That is what I love about what he said.
He said it the way it is, well the way it should be.

So I leave it at that.

Keith Olbermann, I love you.


Friday, October 31, 2008

blah halloween

My night consisted of:
Ghostbusters
Pumpkinhead
Pumpkinhead II - Blood Wings
Night of The Demons 1, 2 AND 3
The Blob (the 1988 remake with Kevin Dillon)
and mucho amounts of popcorn and candy.

Next year I wont have pneumonia and walking down the hall wont feel like I am running a marathon.

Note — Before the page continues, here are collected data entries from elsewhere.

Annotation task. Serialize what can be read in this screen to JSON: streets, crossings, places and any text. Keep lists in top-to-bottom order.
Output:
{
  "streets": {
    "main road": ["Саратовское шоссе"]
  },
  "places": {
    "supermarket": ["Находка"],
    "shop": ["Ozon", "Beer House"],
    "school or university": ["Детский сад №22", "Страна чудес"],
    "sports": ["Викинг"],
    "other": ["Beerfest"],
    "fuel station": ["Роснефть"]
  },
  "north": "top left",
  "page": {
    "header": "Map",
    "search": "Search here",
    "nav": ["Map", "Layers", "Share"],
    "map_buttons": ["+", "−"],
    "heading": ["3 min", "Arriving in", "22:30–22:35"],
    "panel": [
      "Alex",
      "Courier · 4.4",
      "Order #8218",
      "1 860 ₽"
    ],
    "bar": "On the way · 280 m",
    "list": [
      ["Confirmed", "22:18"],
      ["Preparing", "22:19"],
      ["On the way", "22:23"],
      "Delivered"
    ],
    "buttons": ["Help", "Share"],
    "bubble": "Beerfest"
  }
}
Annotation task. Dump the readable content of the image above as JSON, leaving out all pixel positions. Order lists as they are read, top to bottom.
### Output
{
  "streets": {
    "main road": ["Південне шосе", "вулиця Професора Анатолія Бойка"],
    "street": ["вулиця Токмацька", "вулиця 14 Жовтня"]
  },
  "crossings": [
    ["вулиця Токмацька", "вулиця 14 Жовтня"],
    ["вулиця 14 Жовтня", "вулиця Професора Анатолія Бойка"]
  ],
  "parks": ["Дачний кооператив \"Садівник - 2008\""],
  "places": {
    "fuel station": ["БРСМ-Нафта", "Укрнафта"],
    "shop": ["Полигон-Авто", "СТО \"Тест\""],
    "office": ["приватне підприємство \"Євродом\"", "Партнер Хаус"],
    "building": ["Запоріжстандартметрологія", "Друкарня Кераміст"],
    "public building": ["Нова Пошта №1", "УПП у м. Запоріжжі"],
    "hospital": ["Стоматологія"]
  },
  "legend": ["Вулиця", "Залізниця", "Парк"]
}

Next year we can dress up, get crazy and paint the town orange.

Yeah next year.

Next year will be better.

Wednesday, October 29, 2008

Phillies win the World Series!


How about them Phillies??
2008 World Series Champions!!
Congratulations, Philadelphia!!

WoooHooooo!!!



Reconnecting With My Past

I have lived in 13 states in my life.
5 of those I lived in before I graduated high school.
After high school I did A LOT of moving around.
I never regretted any of it. I love that I have lived all over. The only downside of all my moving around was losing touch with everyone from my growing up and teen years. I didn't lose contact with just a few, I lost touch with them all. Even living back in the area I grew up in I never reconnected with anyone.

In 2003 I moved up to New York from Virginia and knew no one. I began spending more and more of my free time on the internet. A friend of mine introduced me to Myspace and I joined up. I put up a very basic profile without much info and added the only picture I had on my computer at the time, myself with no makeup, my hair in pigtails, laying on my bed in my Skankin' Pickle tshirt. Nothing fancy, just me. Of course now I have a very detailed well designed profile and something like 16 albums of pictures, but thats now, not then. Back then Myspace wasn't half as fancy and not nearly as populated as it is now. About a week after I joined I was playing around on the site and was all excited when the new message icon appeared on my homepage. I journeyed to my inbox to find a message waiting from "Wes" titled "Is this Tracy ********?" Now no one I knew at that point would have ever known my maiden name so I opened it out if curiosity and was shocked to find that "Wes" was actually my very dear, very awesome friend I had lost touch with oh so many years ago. Wes had been like my adopted older brother when I was in high school. He even dated one of my closest friends at the time because back then I was awesome at the whole fix-up thing. Wes had been the one to fix me up with my first real boyfriend. And here he was back in my life after 11 years. That summer when I went back home to visit he and I hung out and I got to see other friends that I hadn't seen in ages. Thank you Myspace.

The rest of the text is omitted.